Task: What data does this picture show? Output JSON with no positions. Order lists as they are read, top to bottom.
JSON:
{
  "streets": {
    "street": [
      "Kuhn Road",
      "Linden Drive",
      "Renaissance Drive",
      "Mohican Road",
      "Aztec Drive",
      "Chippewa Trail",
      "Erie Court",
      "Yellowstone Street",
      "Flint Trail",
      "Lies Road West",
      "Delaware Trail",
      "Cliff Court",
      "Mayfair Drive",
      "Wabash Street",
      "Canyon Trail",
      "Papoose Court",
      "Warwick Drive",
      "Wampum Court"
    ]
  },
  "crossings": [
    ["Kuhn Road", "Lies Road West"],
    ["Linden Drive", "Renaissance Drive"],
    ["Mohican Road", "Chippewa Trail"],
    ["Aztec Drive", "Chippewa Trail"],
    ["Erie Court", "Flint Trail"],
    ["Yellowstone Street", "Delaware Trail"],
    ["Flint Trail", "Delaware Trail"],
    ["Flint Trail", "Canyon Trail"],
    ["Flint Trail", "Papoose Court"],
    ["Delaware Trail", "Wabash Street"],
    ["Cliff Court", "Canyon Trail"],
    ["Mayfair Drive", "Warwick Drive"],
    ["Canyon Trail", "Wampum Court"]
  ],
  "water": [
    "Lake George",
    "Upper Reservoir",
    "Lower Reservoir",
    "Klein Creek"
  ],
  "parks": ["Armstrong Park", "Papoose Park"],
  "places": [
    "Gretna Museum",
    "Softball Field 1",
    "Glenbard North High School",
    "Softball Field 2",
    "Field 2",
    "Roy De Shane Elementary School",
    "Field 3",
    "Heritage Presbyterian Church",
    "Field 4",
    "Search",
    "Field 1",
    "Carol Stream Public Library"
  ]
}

——————

- BRIEF: Across the entries, how many lines contain "JSON"? Reply with the number only.

- RESULT BELOW: 2